Beijing's diplomacy at the time offered an uncompromising message to vulnerable middle powers like Australia: play ball or face damaging economic coercion.

But analysts now say Beijing has changed course, opting for the carrot over the stick as its economy sputters and public disapproval of China internationally reaches historic highs.

"Beijing now recognises that its economic coercion and offensive wolf-warrior diplomacy were failures," Neil Thomas, a fellow on Chinese politics at the Asia Society, told AFP.

While Beijing had sought to coerce Canberra away from the United States, Thomas said, the policy had the opposite effect: it "pushed Canberra further toward Washington and hurt China's own economy".

China is also embracing warmer ties with the United States, after rifts over trade, national security and the self-ruled island of Taiwan brought relations to their lowest ebb in decades.

Xi Jinping speaks at the third Belt and Road Forum
China's President Xi Jinping AFP

Xi will visit the United States next week. It will be his first trip there in over six years. He is set to meet US President Joe Biden and attend an Asia-Pacific leaders' summit.

"We have 1,000 reasons to improve China-US relations, but not one reason to ruin them," Xi told US Senate majority leader Chuck Schumer last month.

And Albanese is far from the first foreign leader visiting China this year to find themselves at the receiving end of that charm offensive.

French President Emmanuel Macron, for one, found himself greeted by a horde of screaming fans on a visit in April.

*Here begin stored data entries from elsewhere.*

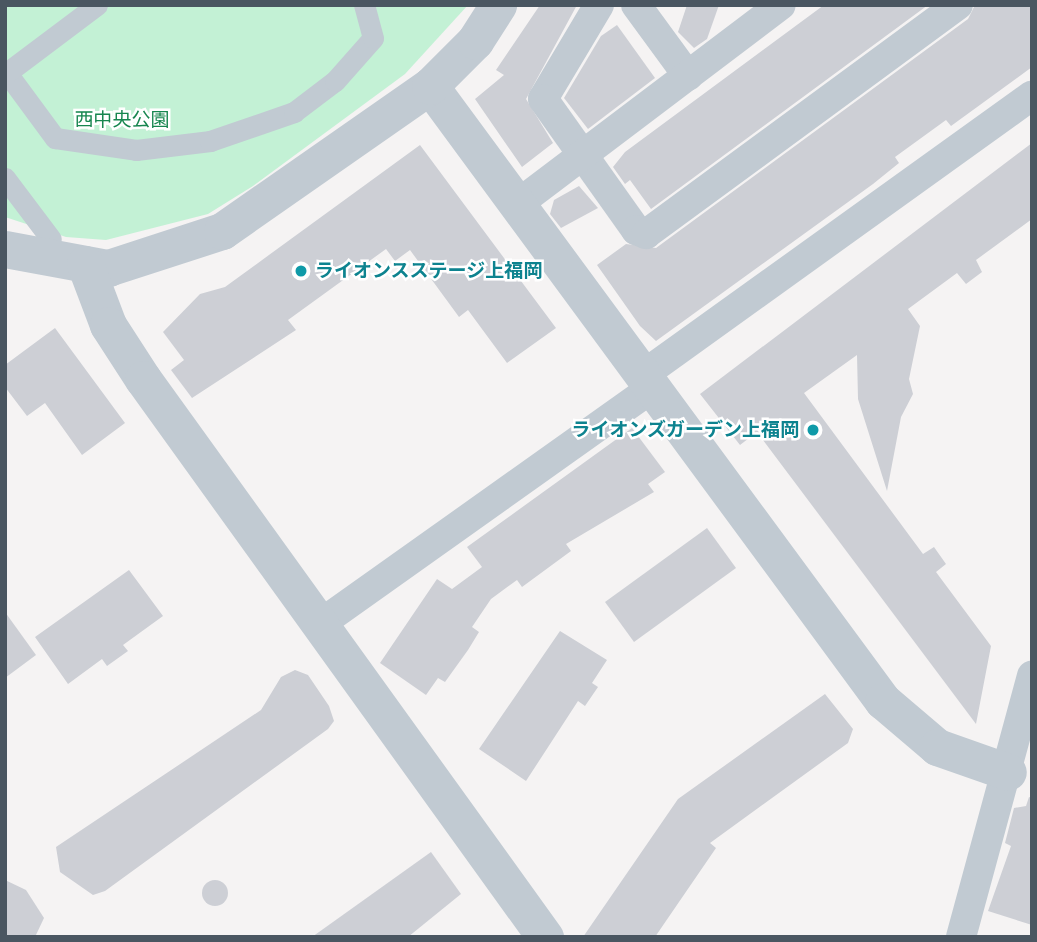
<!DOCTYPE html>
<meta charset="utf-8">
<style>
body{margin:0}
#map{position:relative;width:1037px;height:942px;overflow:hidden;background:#f5f3f3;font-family:"DejaVu Sans","Noto Sans JP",sans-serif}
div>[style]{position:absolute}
.green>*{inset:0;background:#c3f1d5}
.building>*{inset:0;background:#cdcfd5}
.round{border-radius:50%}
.pedestrian>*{height:21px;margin:-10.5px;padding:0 10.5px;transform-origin:10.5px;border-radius:10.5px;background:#c1cad2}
.minor>*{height:30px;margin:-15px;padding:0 15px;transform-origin:15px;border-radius:15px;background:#c1cad2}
.tertiary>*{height:37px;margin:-18.5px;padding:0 18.5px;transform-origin:18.5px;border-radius:18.5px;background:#c1cad2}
.dots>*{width:19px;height:19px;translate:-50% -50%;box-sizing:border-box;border:4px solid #fff;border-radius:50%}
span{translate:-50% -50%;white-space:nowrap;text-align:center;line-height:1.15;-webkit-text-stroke:5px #fff;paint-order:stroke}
.park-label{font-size:19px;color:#17864f}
.culture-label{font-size:19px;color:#0d838f;font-weight:700}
.left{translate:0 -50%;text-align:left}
.right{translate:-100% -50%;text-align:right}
.frame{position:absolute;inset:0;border:7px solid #4a5661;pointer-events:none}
</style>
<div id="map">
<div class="green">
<i style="clip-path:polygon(5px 5px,468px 5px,405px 74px,253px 186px,208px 214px,106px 240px,66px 237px,5px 217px)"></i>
</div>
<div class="building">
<i style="clip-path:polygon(540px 5px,577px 5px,526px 99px,553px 143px,522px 167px,475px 99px,504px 75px,496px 70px)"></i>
<i style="clip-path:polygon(687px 5px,719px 5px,707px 39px,694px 48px,678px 32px)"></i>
<i style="clip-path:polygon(824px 5px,928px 5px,651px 209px,630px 180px,625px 184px,613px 167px,625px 152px)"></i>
<i style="clip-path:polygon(975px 5px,1032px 5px,1032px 67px,951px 126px,946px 120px,895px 157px,899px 163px,873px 184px,656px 341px,640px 326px,597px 265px,626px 244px,656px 248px,968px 19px)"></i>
<i style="clip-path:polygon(617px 25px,655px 78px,588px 129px,564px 98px,601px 36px)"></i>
<i style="clip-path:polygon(1032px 143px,1032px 219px,976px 260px,982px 272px,966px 284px,957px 273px,908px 309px,920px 326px,909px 379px,913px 394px,901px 417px,887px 491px,858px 399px,857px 355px,804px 393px,923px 554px,934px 547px,946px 564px,936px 572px,991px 646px,976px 724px,757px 432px,740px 445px,700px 394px)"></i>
<i style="clip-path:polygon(420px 145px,556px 328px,507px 363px,468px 310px,459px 317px,410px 250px,395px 261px,386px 249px,288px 320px,296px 330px,192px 398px,171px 370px,184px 360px,163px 332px,200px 294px,225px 287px)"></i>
<i style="clip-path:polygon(579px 186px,598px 208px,561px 228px,550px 214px,554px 200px)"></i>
<i style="clip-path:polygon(55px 328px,125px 423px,82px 455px,45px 403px,27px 416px,5px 387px,5px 365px)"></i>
<i style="clip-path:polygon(632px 428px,665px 472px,648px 484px,654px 492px,566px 544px,571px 551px,522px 587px,517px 580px,491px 599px,472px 627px,479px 632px,468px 650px,445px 682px,438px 678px,426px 695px,380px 663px,437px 579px,452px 589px,482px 567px,467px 547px)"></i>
<i style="clip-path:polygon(707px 528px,736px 568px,634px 642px,605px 602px)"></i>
<i style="clip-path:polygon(129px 570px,163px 616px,123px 645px,128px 651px,107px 666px,102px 659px,68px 684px,35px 637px)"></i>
<i style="clip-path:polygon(5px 612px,36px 655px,5px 678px)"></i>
<i style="clip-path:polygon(560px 631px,607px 660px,592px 683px,598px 687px,585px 706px,578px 701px,526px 781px,479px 749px)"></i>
<i style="clip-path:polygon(295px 670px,308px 675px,329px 706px,334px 721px,328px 729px,105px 891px,93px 895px,60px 872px,56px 847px,261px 710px,281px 677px)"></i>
<i style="clip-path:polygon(825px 694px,853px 729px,848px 743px,710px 843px,716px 848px,655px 937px,583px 937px,678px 799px)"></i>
<i style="clip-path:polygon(1029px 797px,1032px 798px,1032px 925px,988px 911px,1011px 846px,1005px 843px,1014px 808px,1026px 806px)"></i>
<i style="clip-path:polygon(431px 852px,461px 894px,408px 937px,312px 937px)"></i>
<i class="round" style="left:202px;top:880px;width:26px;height:26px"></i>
<i style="clip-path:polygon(5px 880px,26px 890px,44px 918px,35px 937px,5px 937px)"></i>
</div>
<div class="pedestrian">
<i style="left:7px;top:73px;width:81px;rotate:53.6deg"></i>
<i style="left:55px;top:138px;width:82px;rotate:8.4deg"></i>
<i style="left:136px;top:150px;width:75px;rotate:-6.9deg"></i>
<i style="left:210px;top:141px;width:89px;rotate:-19deg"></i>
<i style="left:294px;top:112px;width:51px;rotate:-37.1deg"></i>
<i style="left:335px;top:81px;width:57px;rotate:-48.5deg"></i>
<i style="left:373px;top:38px;width:34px;rotate:-105deg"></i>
<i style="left:5px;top:74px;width:115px;rotate:-36.9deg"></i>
<i style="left:5px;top:178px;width:76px;rotate:53deg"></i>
</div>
<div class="minor">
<i style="left:599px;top:5px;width:109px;rotate:120.8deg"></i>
<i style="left:543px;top:99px;width:161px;rotate:54.6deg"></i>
<i style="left:636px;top:230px;width:11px;rotate:22deg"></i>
<i style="left:646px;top:234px;width:387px;rotate:-36.3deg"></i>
<i style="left:636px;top:5px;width:88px;rotate:53.8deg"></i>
<i style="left:519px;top:203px;width:328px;rotate:-37.1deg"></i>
<i style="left:643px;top:375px;width:479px;rotate:-35.7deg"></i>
<i style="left:320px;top:624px;width:409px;rotate:-35.4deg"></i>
<i style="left:961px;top:937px;width:271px;rotate:-74.8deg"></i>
</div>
<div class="tertiary">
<i style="left:430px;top:86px;width:764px;rotate:53.63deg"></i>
<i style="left:883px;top:701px;width:71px;rotate:40.4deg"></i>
<i style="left:937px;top:747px;width:75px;rotate:19.4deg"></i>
<i style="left:5px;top:249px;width:105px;rotate:10.5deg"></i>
<i style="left:108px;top:268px;width:120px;rotate:-18deg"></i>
<i style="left:222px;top:231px;width:254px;rotate:-34.9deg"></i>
<i style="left:430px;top:86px;width:64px;rotate:-45deg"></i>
<i style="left:475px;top:41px;width:43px;rotate:-57.4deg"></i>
<i style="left:85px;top:264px;width:65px;rotate:69.3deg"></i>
<i style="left:108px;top:325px;width:64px;rotate:57.1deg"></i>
<i style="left:143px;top:379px;width:688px;rotate:54.23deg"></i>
</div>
<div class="dots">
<i style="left:301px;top:271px;background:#0f9aa8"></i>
<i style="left:813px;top:430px;background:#0f9aa8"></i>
</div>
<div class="park-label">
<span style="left:122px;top:120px">西中央公園</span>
</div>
<div class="culture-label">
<span class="left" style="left:315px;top:271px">ライオンスステージ上福岡</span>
<span class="right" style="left:799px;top:430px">ライオンズガーデン上福岡</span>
</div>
<div class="frame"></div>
</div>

One "possible reason for the change in Chinese diplomacy has been Beijing's efforts to deal with an increasingly difficult domestic economy, where youth unemployment is at a record high", Tom Harper, a scholar of China's foreign policy, wrote in The Conversation this year.

"It can also be seen as an effort to establish more partnerships internationally, rather than antagonize the entire western world," he said.

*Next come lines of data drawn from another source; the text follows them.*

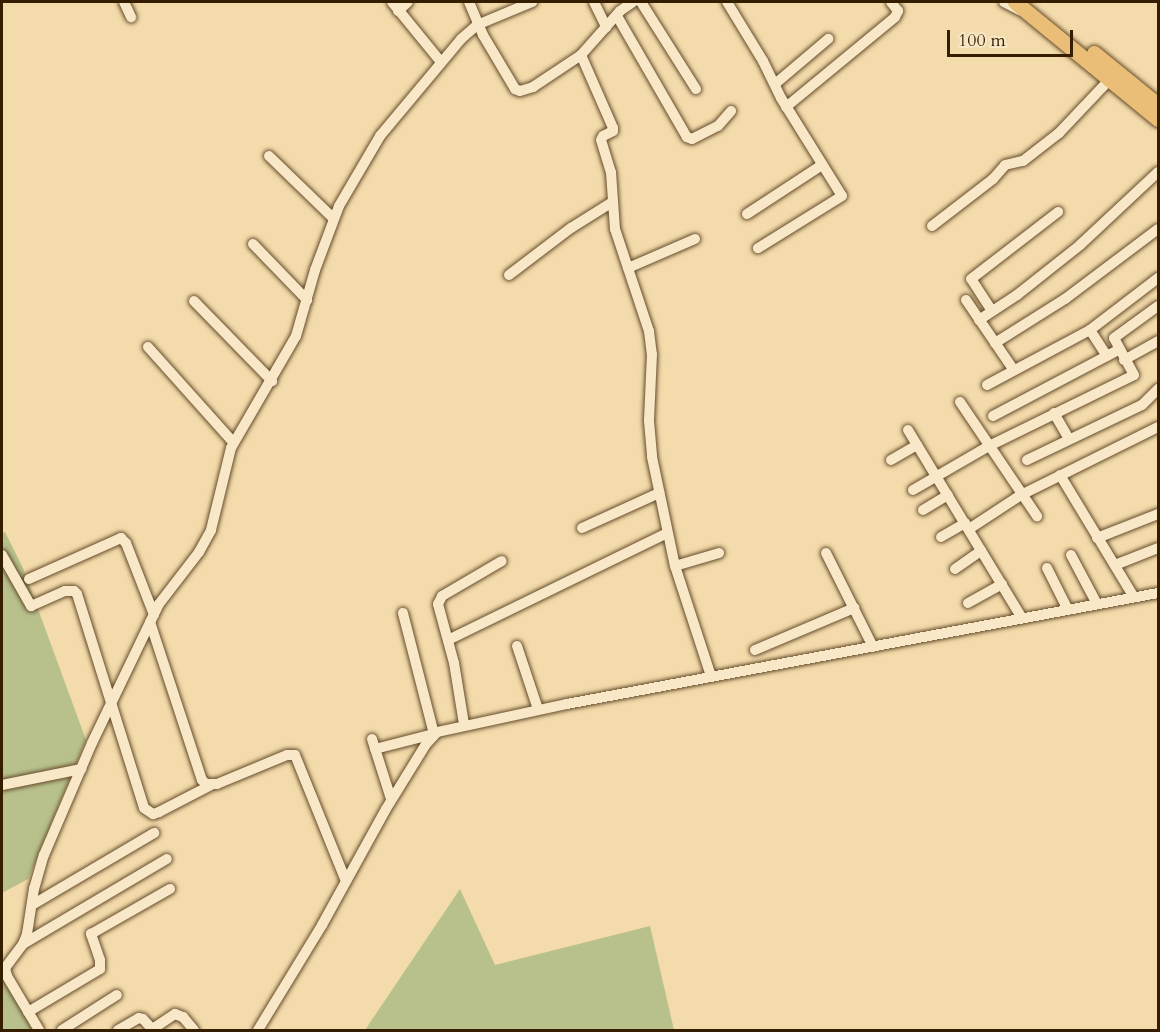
<!DOCTYPE html>
<style>
body{margin:0}
#map{position:relative;width:1160px;height:1032px;overflow:hidden;background:#f4dbab;font-family:Cardo,serif}
div>[style]{position:absolute}
.green>*{inset:0;background:#b8c18c}
.roads{filter:drop-shadow(0 0 2px #654c2b) drop-shadow(0 0 2px #654c2b)}
.minor>*{height:10px;margin:-5px;padding:0 5px;transform-origin:5px;border-radius:5px;background:#f8e8c8}
.highway>*{height:15px;margin:-7.5px;padding:0 7.5px;transform-origin:7.5px;border-radius:7.5px;background:#eabe76}
span{translate:-50% -50%;white-space:nowrap;text-align:center;line-height:1.15;-webkit-text-stroke:4.5px #f8e8c8;paint-order:stroke}
.frame{position:absolute;inset:0;border:3px solid #351d00;pointer-events:none}
.scale{position:absolute;left:947px;top:30px;width:126px;height:27px;box-sizing:border-box;border:3px solid #351d00;border-top:0;padding-left:8px;font-size:18px;line-height:21px;white-space:nowrap;color:#351d00;-webkit-text-stroke:4px #f8e8c8;paint-order:stroke}
</style>
<div id="map">
<div class="green">
<i style="clip-path:polygon(5px 532px,23px 568px,86px 740px,28px 879px,2px 893px,2px 533px)"></i>
<i style="clip-path:polygon(460px 889px,495px 965px,650px 926px,674px 1030px,365px 1030px)"></i>
<i style="clip-path:polygon(2px 971px,36px 1030px,2px 1030px)"></i>
</div>
<div class="roads">
<div class="minor">
<i style="left:124px;top:2px;width:17px;rotate:65deg"></i>
<i style="left:392px;top:2px;width:77px;rotate:50.8deg"></i>
<i style="left:469px;top:2px;width:36px;rotate:67deg"></i>
<i style="left:483px;top:35px;width:63px;rotate:59.3deg"></i>
<i style="left:515px;top:89px;width:5px;rotate:22deg"></i>
<i style="left:520px;top:91px;width:14px;rotate:-17deg"></i>
<i style="left:533px;top:87px;width:58px;rotate:-33.7deg"></i>
<i style="left:581px;top:55px;width:59px;rotate:-48.4deg"></i>
<i style="left:620px;top:11px;width:16px;rotate:-35deg"></i>
<i style="left:594px;top:2px;width:28px;rotate:64deg"></i>
<i style="left:641px;top:2px;width:103px;rotate:57.7deg"></i>
<i style="left:727px;top:2px;width:69px;rotate:58.6deg"></i>
<i style="left:763px;top:61px;width:41px;rotate:64.1deg"></i>
<i style="left:781px;top:98px;width:115px;rotate:58.1deg"></i>
<i style="left:842px;top:196px;width:99px;rotate:148.2deg"></i>
<i style="left:1004px;top:2px;width:18px;rotate:27deg"></i>
<i style="left:398px;top:11px;width:13px;rotate:-42deg"></i>
<i style="left:617px;top:16px;width:140px;rotate:60deg"></i>
<i style="left:687px;top:137px;width:5px;rotate:22deg"></i>
<i style="left:692px;top:139px;width:29px;rotate:-27deg"></i>
<i style="left:718px;top:126px;width:20px;rotate:-49deg"></i>
<i style="left:581px;top:55px;width:80px;rotate:66.3deg"></i>
<i style="left:613px;top:128px;width:3px;rotate:90deg"></i>
<i style="left:613px;top:131px;width:11px;rotate:153deg"></i>
<i style="left:603px;top:136px;width:4px;rotate:117deg"></i>
<i style="left:601px;top:140px;width:34px;rotate:73deg"></i>
<i style="left:611px;top:172px;width:57px;rotate:86deg"></i>
<i style="left:615px;top:229px;width:108px;rotate:71.6deg"></i>
<i style="left:649px;top:331px;width:23px;rotate:83deg"></i>
<i style="left:652px;top:354px;width:67px;rotate:92.6deg"></i>
<i style="left:649px;top:421px;width:36px;rotate:85deg"></i>
<i style="left:652px;top:457px;width:111px;rotate:78.1deg"></i>
<i style="left:675px;top:566px;width:116px;rotate:71.9deg"></i>
<i style="left:775px;top:84px;width:70px;rotate:-40.3deg"></i>
<i style="left:786px;top:107px;width:141px;rotate:-39.5deg"></i>
<i style="left:895px;top:17px;width:7px;rotate:-63deg"></i>
<i style="left:898px;top:11px;width:11px;rotate:-128deg"></i>
<i style="left:269px;top:156px;width:89px;rotate:44.1deg"></i>
<i style="left:747px;top:214px;width:90px;rotate:-33.2deg"></i>
<i style="left:932px;top:226px;width:77px;rotate:-37.6deg"></i>
<i style="left:993px;top:179px;width:18px;rotate:-49deg"></i>
<i style="left:1005px;top:165px;width:18px;rotate:-13deg"></i>
<i style="left:1023px;top:161px;width:46px;rotate:-37.9deg"></i>
<i style="left:1059px;top:133px;width:74px;rotate:-46.6deg"></i>
<i style="left:253px;top:244px;width:78px;rotate:46deg"></i>
<i style="left:628px;top:268px;width:73px;rotate:-23.4deg"></i>
<i style="left:509px;top:275px;width:78px;rotate:-37.2deg"></i>
<i style="left:571px;top:228px;width:47px;rotate:-32deg"></i>
<i style="left:966px;top:300px;width:83px;rotate:55.7deg"></i>
<i style="left:194px;top:301px;width:112px;rotate:45.7deg"></i>
<i style="left:992px;top:311px;width:38px;rotate:-123deg"></i>
<i style="left:971px;top:279px;width:110px;rotate:-37.6deg"></i>
<i style="left:979px;top:320px;width:45px;rotate:-33.3deg"></i>
<i style="left:1017px;top:295px;width:80px;rotate:-38.4deg"></i>
<i style="left:1080px;top:245px;width:107px;rotate:-43.1deg"></i>
<i style="left:1090px;top:330px;width:31px;rotate:57deg"></i>
<i style="left:995px;top:343px;width:83px;rotate:-32.2deg"></i>
<i style="left:1065px;top:299px;width:116px;rotate:-37deg"></i>
<i style="left:148px;top:347px;width:127px;rotate:48.2deg"></i>
<i style="left:1124px;top:360px;width:39px;rotate:-29deg"></i>
<i style="left:987px;top:385px;width:117px;rotate:-28.1deg"></i>
<i style="left:1090px;top:330px;width:86px;rotate:-37.4deg"></i>
<i style="left:960px;top:402px;width:138px;rotate:56deg"></i>
<i style="left:1054px;top:413px;width:30px;rotate:60deg"></i>
<i style="left:993px;top:416px;width:141px;rotate:-27.8deg"></i>
<i style="left:908px;top:430px;width:220px;rotate:58.8deg"></i>
<i style="left:891px;top:460px;width:30px;rotate:-30deg"></i>
<i style="left:1027px;top:460px;width:127px;rotate:-25.6deg"></i>
<i style="left:1142px;top:405px;width:23px;rotate:-45deg"></i>
<i style="left:1060px;top:475px;width:143px;rotate:58.8deg"></i>
<i style="left:913px;top:490px;width:88px;rotate:-30.1deg"></i>
<i style="left:989px;top:446px;width:161px;rotate:-26.1deg"></i>
<i style="left:1134px;top:375px;width:42px;rotate:-118.4deg"></i>
<i style="left:1114px;top:338px;width:54px;rotate:-36deg"></i>
<i style="left:923px;top:510px;width:29px;rotate:-31deg"></i>
<i style="left:582px;top:528px;width:85px;rotate:-24.4deg"></i>
<i style="left:969px;top:529px;width:62px;rotate:-33.2deg"></i>
<i style="left:1021px;top:495px;width:153px;rotate:-26.4deg"></i>
<i style="left:941px;top:537px;width:28px;rotate:-30deg"></i>
<i style="left:1097px;top:538px;width:66px;rotate:-21.5deg"></i>
<i style="left:826px;top:553px;width:105px;rotate:63.4deg"></i>
<i style="left:2px;top:555px;width:59px;rotate:60.4deg"></i>
<i style="left:31px;top:606px;width:37px;rotate:-24deg"></i>
<i style="left:65px;top:591px;width:9px"></i>
<i style="left:74px;top:591px;width:4px;rotate:45deg"></i>
<i style="left:77px;top:594px;width:224px;rotate:72.6deg"></i>
<i style="left:144px;top:808px;width:11px;rotate:34deg"></i>
<i style="left:153px;top:814px;width:6px;rotate:-18deg"></i>
<i style="left:159px;top:812px;width:59px;rotate:-27.4deg"></i>
<i style="left:1071px;top:555px;width:55px;rotate:62deg"></i>
<i style="left:1115px;top:565px;width:46px;rotate:-21.6deg"></i>
<i style="left:675px;top:566px;width:46px;rotate:-16.5deg"></i>
<i style="left:1047px;top:568px;width:47px;rotate:63.4deg"></i>
<i style="left:955px;top:569px;width:32px;rotate:-35deg"></i>
<i style="left:29px;top:579px;width:101px;rotate:-24deg"></i>
<i style="left:121px;top:538px;width:7px;rotate:45deg"></i>
<i style="left:126px;top:543px;width:77px;rotate:68.7deg"></i>
<i style="left:968px;top:603px;width:39px;rotate:-29deg"></i>
<i style="left:150px;top:622px;width:166px;rotate:71.8deg"></i>
<i style="left:202px;top:780px;width:6px;rotate:45deg"></i>
<i style="left:206px;top:784px;width:11px"></i>
<i style="left:217px;top:784px;width:76px;rotate:-22.5deg"></i>
<i style="left:287px;top:755px;width:8px"></i>
<i style="left:295px;top:755px;width:136px;rotate:68deg"></i>
<i style="left:448px;top:640px;width:244px;rotate:-26deg"></i>
<i style="left:517px;top:646px;width:66px;rotate:71.6deg"></i>
<i style="left:755px;top:650px;width:108px;rotate:-23deg"></i>
<i style="left:464px;top:724px;width:62px;rotate:-99.3deg"></i>
<i style="left:454px;top:663px;width:61px;rotate:-105.2deg"></i>
<i style="left:438px;top:604px;width:9px;rotate:-63deg"></i>
<i style="left:442px;top:596px;width:69px;rotate:-30.3deg"></i>
<i style="left:372px;top:739px;width:63px;rotate:72.4deg"></i>
<i style="left:375px;top:749px;width:61px;rotate:-14.3deg"></i>
<i style="left:434px;top:734px;width:125px;rotate:-104.4deg"></i>
<i style="left:2px;top:785px;width:81px;rotate:-11.4deg"></i>
<i style="left:32px;top:905px;width:142px;rotate:-30.5deg"></i>
<i style="left:23px;top:944px;width:167px;rotate:-30.6deg"></i>
<i style="left:28px;top:1012px;width:84px;rotate:-30.8deg"></i>
<i style="left:100px;top:969px;width:9px;rotate:-90deg"></i>
<i style="left:100px;top:960px;width:28px;rotate:-109deg"></i>
<i style="left:91px;top:934px;width:91px;rotate:-29.7deg"></i>
<i style="left:39px;top:1030px;width:63px;rotate:-120.7deg"></i>
<i style="left:7px;top:976px;width:8px;rotate:-104deg"></i>
<i style="left:5px;top:968px;width:30px;rotate:-53deg"></i>
<i style="left:23px;top:944px;width:11px;rotate:-68deg"></i>
<i style="left:27px;top:934px;width:46px;rotate:-81.2deg"></i>
<i style="left:34px;top:889px;width:35px;rotate:-74deg"></i>
<i style="left:44px;top:855px;width:122px;rotate:-66.8deg"></i>
<i style="left:92px;top:743px;width:154px;rotate:-64.3deg"></i>
<i style="left:159px;top:604px;width:66px;rotate:-52.4deg"></i>
<i style="left:199px;top:552px;width:25px;rotate:-61deg"></i>
<i style="left:211px;top:530px;width:84px;rotate:-76.3deg"></i>
<i style="left:231px;top:448px;width:129px;rotate:-59.9deg"></i>
<i style="left:296px;top:336px;width:69px;rotate:-73.9deg"></i>
<i style="left:315px;top:270px;width:68px;rotate:-69.4deg"></i>
<i style="left:339px;top:206px;width:81px;rotate:-59.6deg"></i>
<i style="left:380px;top:136px;width:126px;rotate:-50.1deg"></i>
<i style="left:461px;top:39px;width:21px;rotate:-41deg"></i>
<i style="left:477px;top:25px;width:60px;rotate:-22.7deg"></i>
<i style="left:62px;top:1030px;width:65px;rotate:-32.5deg"></i>
<i style="left:118px;top:1030px;width:24px;rotate:-30deg"></i>
<i style="left:139px;top:1018px;width:4px;rotate:14deg"></i>
<i style="left:143px;top:1019px;width:13px;rotate:48deg"></i>
<i style="left:151px;top:1030px;width:29px;rotate:-34deg"></i>
<i style="left:175px;top:1014px;width:9px;rotate:21deg"></i>
<i style="left:183px;top:1017px;width:17px;rotate:50deg"></i>
<i style="left:258px;top:1030px;width:123px;rotate:-58.6deg"></i>
<i style="left:322px;top:925px;width:132px;rotate:-61.1deg"></i>
<i style="left:386px;top:809px;width:76px;rotate:-58.4deg"></i>
<i style="left:426px;top:744px;width:16px;rotate:-47deg"></i>
<i style="left:437px;top:732px;width:133px;rotate:-12.2deg"></i>
<i style="left:567px;top:704px;width:601px;rotate:-10.64deg"></i>
</div>
<div class="highway">
<i style="left:1015px;top:2px;width:185px;rotate:39.3deg"></i>
<i style="left:1094px;top:53px;width:82px;rotate:39.1deg"></i>
</div>
</div>
<div class="frame"></div>
<div class="scale">100 m</div>
</div>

But beyond the smiles, whether or not anyone is convinced by the new approach is another question -- as is whether good optics can transform into tangible outcomes.

Despite the flattery for Albanese this week, "there are still areas where Australia and China's perspectives do not align", Bec Strating, associate professor of international relations at Melbourne's La Trobe University, told AFP.

"We see Australia, particularly in areas of security and defense, still moving a lot closer to Washington," she said.

Pressed this week in Beijing on whether he "trusts" Xi, Albanese instead insisted the Chinese leader had kept his word so far.

And there are few illusions that Xi is deviating from core national goals, regardless of the rhetoric placed in front of them.

"Xi still wants to achieve China's national rejuvenation as the world's leading power," said Thomas, of the Asia Society.

"But he is now going back to an earlier strategy of pursuing this goal through deeper diplomatic and economic exchanges."